<<<<

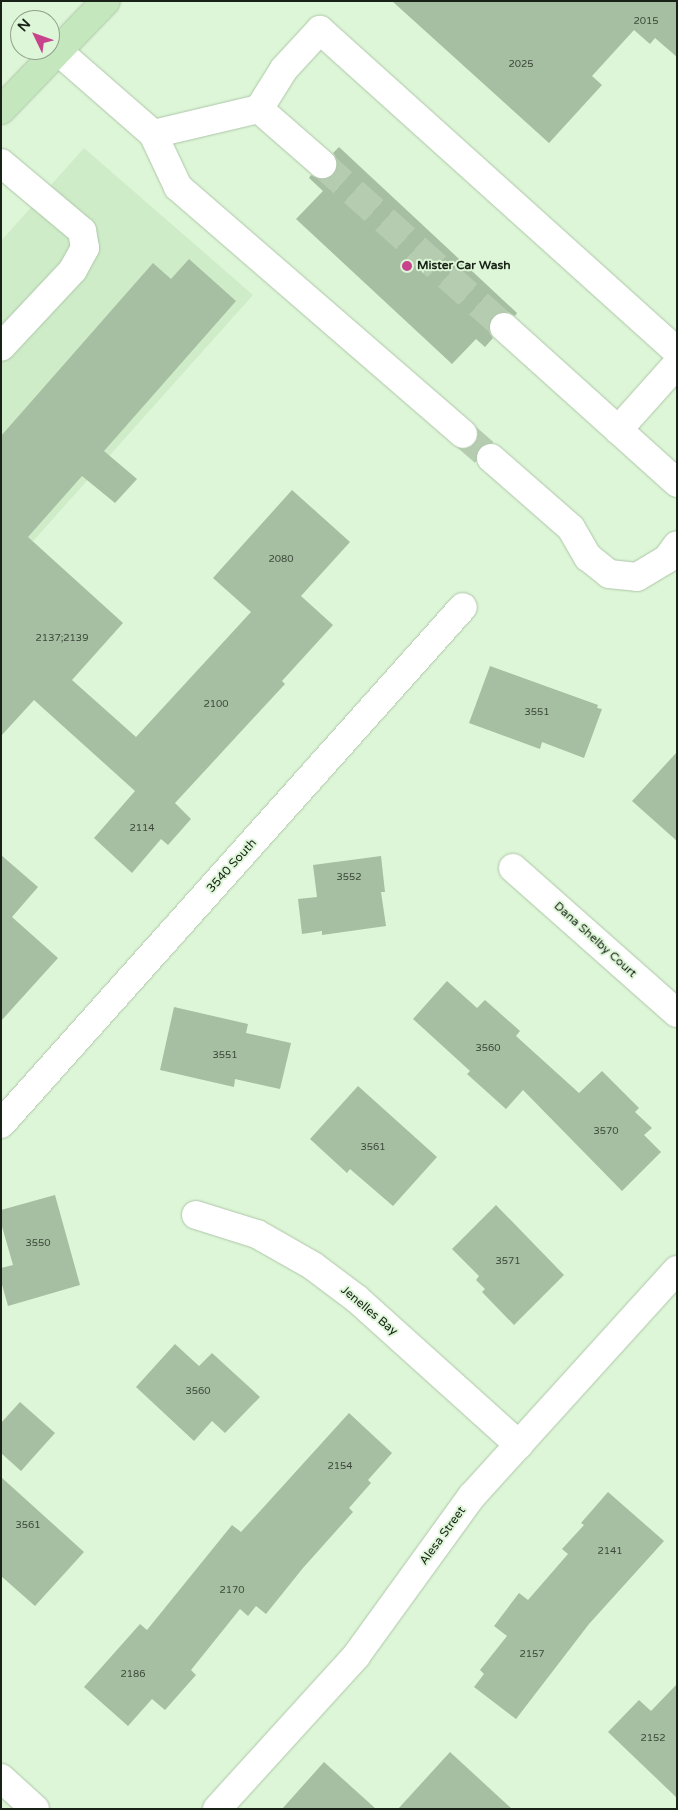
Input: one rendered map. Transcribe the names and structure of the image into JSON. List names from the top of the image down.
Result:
{
  "streets": {
    "street": [
      "3540 South",
      "Dana Shelby Court",
      "Jenelles Bay",
      "Alesa Street"
    ]
  },
  "crossings": [
    ["Jenelles Bay", "Alesa Street"]
  ],
  "places": ["Mister Car Wash"],
  "house_numbers": [
    "2015",
    "2025",
    "2080",
    "2137;2139",
    "2100",
    "3551",
    "2114",
    "3552",
    "3560",
    "3551",
    "3570",
    "3561",
    "3550",
    "3571",
    "3560",
    "2154",
    "3561",
    "2141",
    "2170",
    "2157",
    "2186",
    "2152"
  ],
  "north": "top left"
}
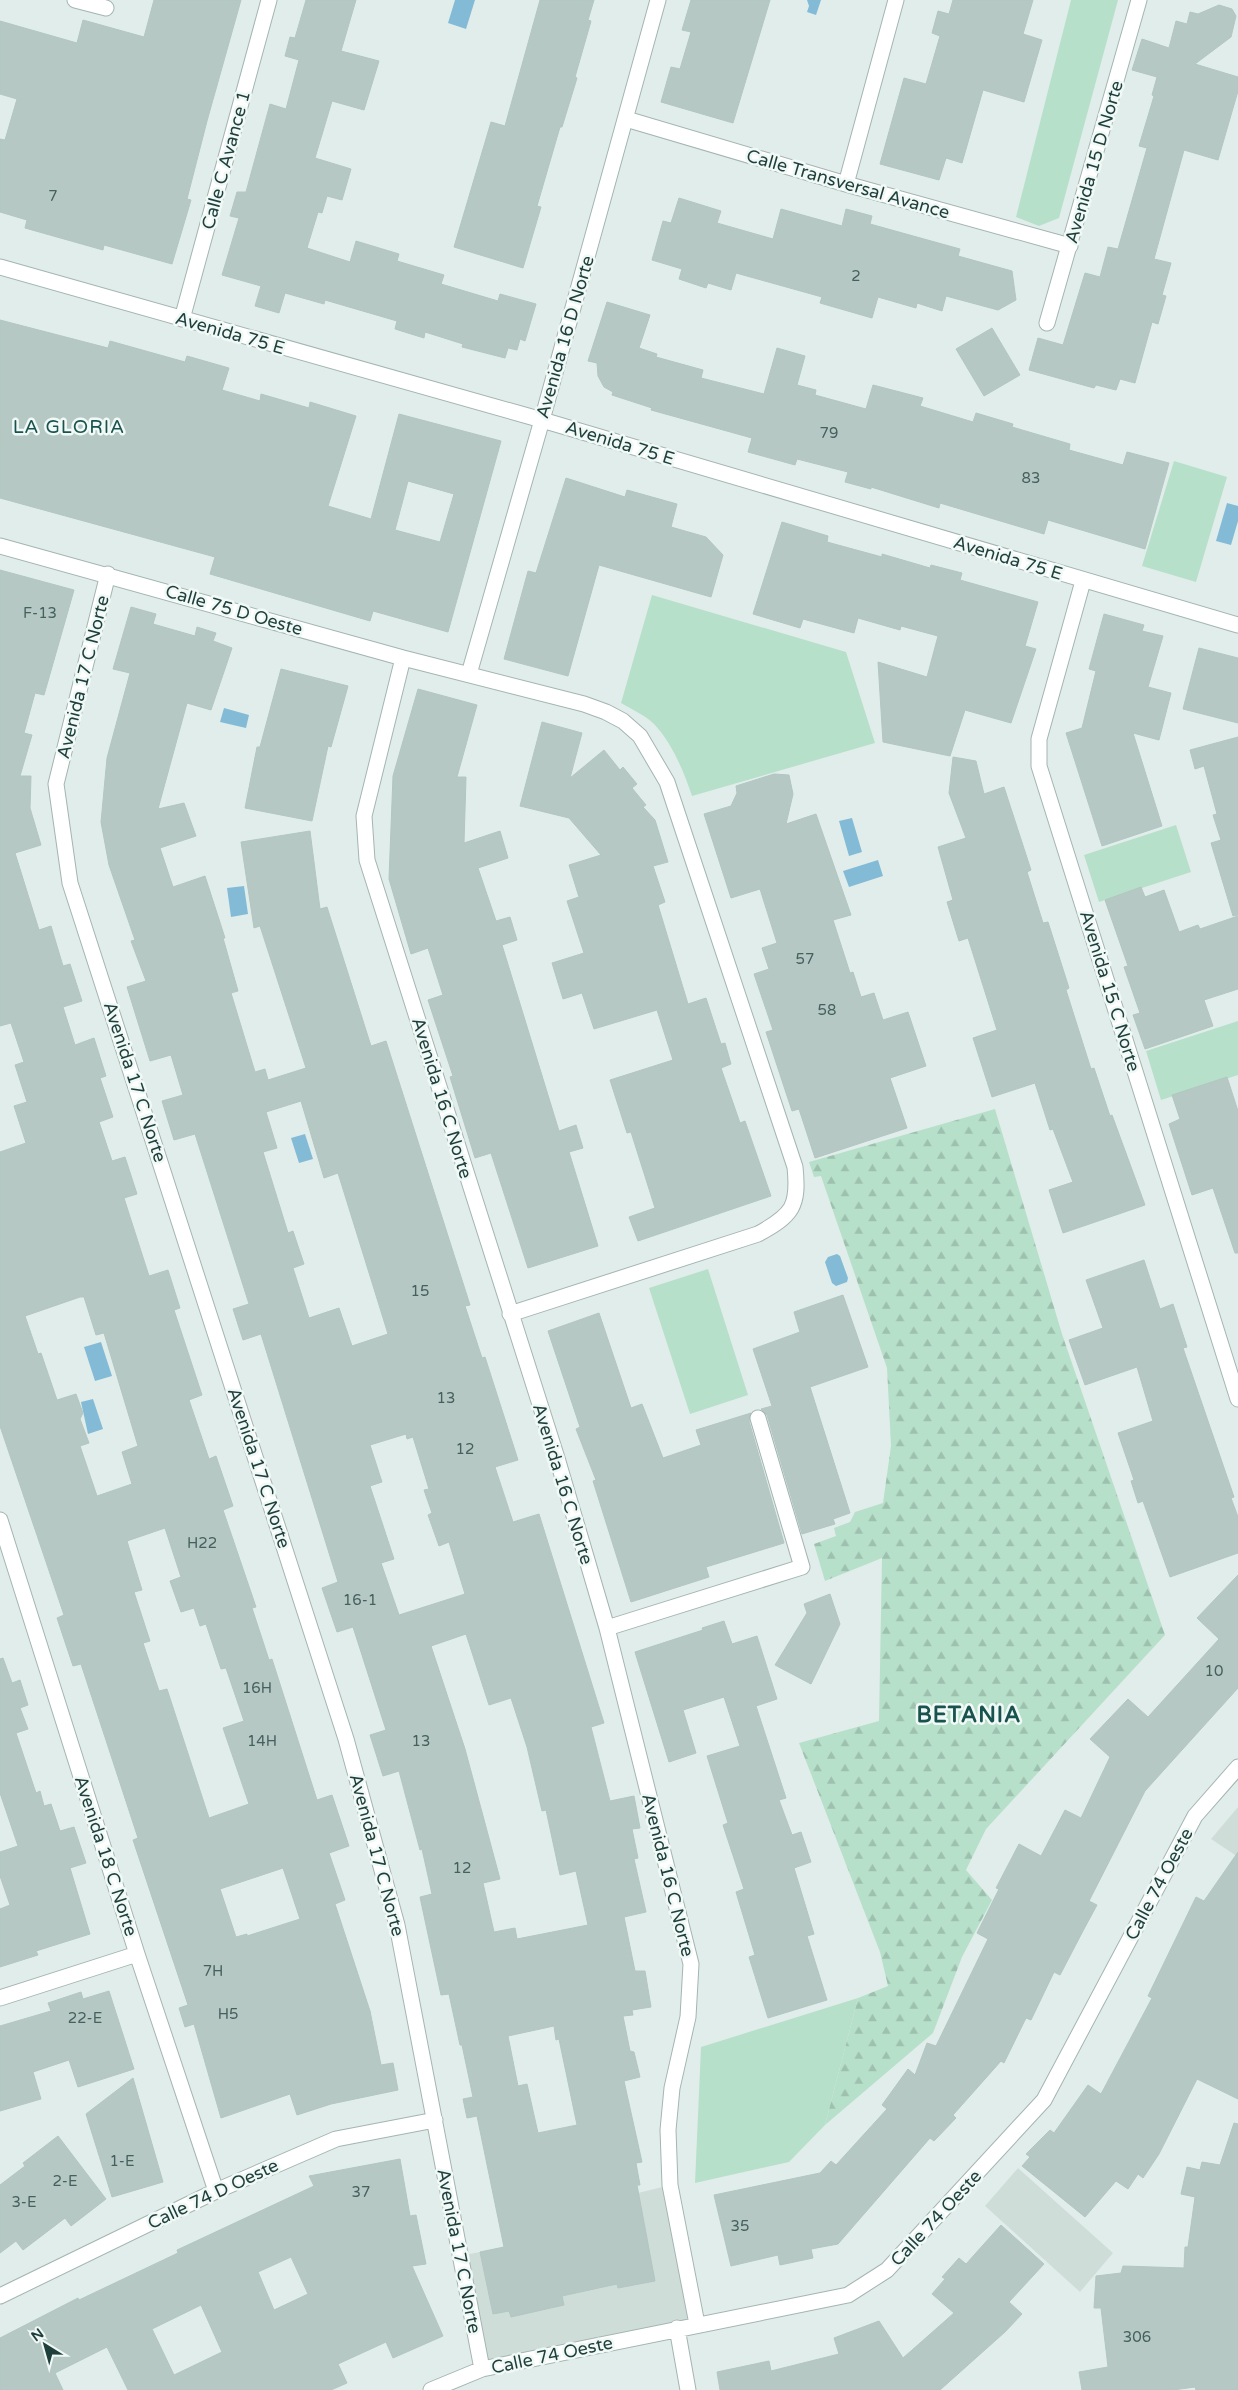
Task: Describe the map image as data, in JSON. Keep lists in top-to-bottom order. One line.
{"streets":{"street":["Calle C Avance 1","Avenida 15 D Norte","Calle Transversal Avance","Avenida 75 E","Avenida 16 D Norte","Calle 75 D Oeste","Avenida 17 C Norte","Avenida 15 C Norte","Avenida 16 C Norte","Avenida 18 C Norte","Calle 74 Oeste","Calle 74 D Oeste"]},"crossings":[["Calle C Avance 1","Avenida 75 E"],["Avenida 15 D Norte","Calle Transversal Avance"],["Calle Transversal Avance","Avenida 16 D Norte"],["Avenida 75 E","Avenida 16 D Norte"],["Avenida 75 E","Avenida 15 C Norte"],["Avenida 16 D Norte","Calle 75 D Oeste"],["Calle 75 D Oeste","Avenida 17 C Norte"],["Calle 75 D Oeste","Avenida 16 C Norte"],["Avenida 17 C Norte","Calle 74 Oeste"],["Avenida 17 C Norte","Calle 74 D Oeste"],["Avenida 16 C Norte","Calle 74 Oeste"],["Avenida 18 C Norte","Calle 74 D Oeste"]],"districts":["LA GLORIA","BETANIA"],"house_numbers":["7","2","79","83","F-13","57","58","15","13","12","H22","16-1","10","16H","14H","13","12","7H","H5","22-E","1-E","2-E","37","3-E","35","306"],"north":"top left"}
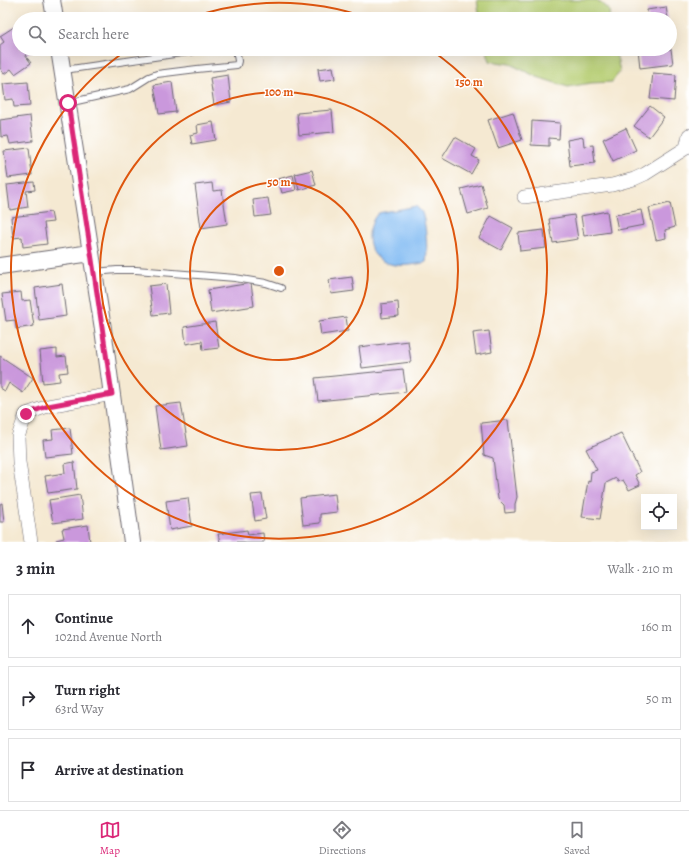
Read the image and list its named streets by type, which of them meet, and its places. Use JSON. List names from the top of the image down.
{
  "page": {
    "search": "Search here",
    "heading": ["3 min", "Walk · 210 m"],
    "list": [
      ["Continue", "102nd Avenue North", "160 m"],
      ["Turn right", "63rd Way", "50 m"],
      "Arrive at destination"
    ],
    "nav": ["Map", "Directions", "Saved"]
  },
  "rings": ["150 m", "100 m", "50 m"]
}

>>>>

• About this task:
A word-for-word retyping of the material above is expected, without pictures.

• Result below:
Input: one rendered map. Transcribe the names and structure of the image into JSON. List names from the top of the image down.
Result:
{
  "streets": {
    "street": [
      "3540 South",
      "Dana Shelby Court",
      "Jenelles Bay",
      "Alesa Street"
    ]
  },
  "crossings": [
    ["Jenelles Bay", "Alesa Street"]
  ],
  "places": ["Mister Car Wash"],
  "house_numbers": [
    "2015",
    "2025",
    "2080",
    "2137;2139",
    "2100",
    "3551",
    "2114",
    "3552",
    "3560",
    "3551",
    "3570",
    "3561",
    "3550",
    "3571",
    "3560",
    "2154",
    "3561",
    "2141",
    "2170",
    "2157",
    "2186",
    "2152"
  ],
  "north": "top left"
}
Task: Describe the map image as data, in JSON. Keep lists in top-to-bottom order. One line.
{"streets":{"street":["Calle C Avance 1","Avenida 15 D Norte","Calle Transversal Avance","Avenida 75 E","Avenida 16 D Norte","Calle 75 D Oeste","Avenida 17 C Norte","Avenida 15 C Norte","Avenida 16 C Norte","Avenida 18 C Norte","Calle 74 Oeste","Calle 74 D Oeste"]},"crossings":[["Calle C Avance 1","Avenida 75 E"],["Avenida 15 D Norte","Calle Transversal Avance"],["Calle Transversal Avance","Avenida 16 D Norte"],["Avenida 75 E","Avenida 16 D Norte"],["Avenida 75 E","Avenida 15 C Norte"],["Avenida 16 D Norte","Calle 75 D Oeste"],["Calle 75 D Oeste","Avenida 17 C Norte"],["Calle 75 D Oeste","Avenida 16 C Norte"],["Avenida 17 C Norte","Calle 74 Oeste"],["Avenida 17 C Norte","Calle 74 D Oeste"],["Avenida 16 C Norte","Calle 74 Oeste"],["Avenida 18 C Norte","Calle 74 D Oeste"]],"districts":["LA GLORIA","BETANIA"],"house_numbers":["7","2","79","83","F-13","57","58","15","13","12","H22","16-1","10","16H","14H","13","12","7H","H5","22-E","1-E","2-E","37","3-E","35","306"],"north":"top left"}
Read the image and list its named streets by type, which of them meet, and its places. Use JSON. List names from the top of the image down.
{
  "page": {
    "search": "Search here",
    "heading": ["3 min", "Walk · 210 m"],
    "list": [
      ["Continue", "102nd Avenue North", "160 m"],
      ["Turn right", "63rd Way", "50 m"],
      "Arrive at destination"
    ],
    "nav": ["Map", "Directions", "Saved"]
  },
  "rings": ["150 m", "100 m", "50 m"]
}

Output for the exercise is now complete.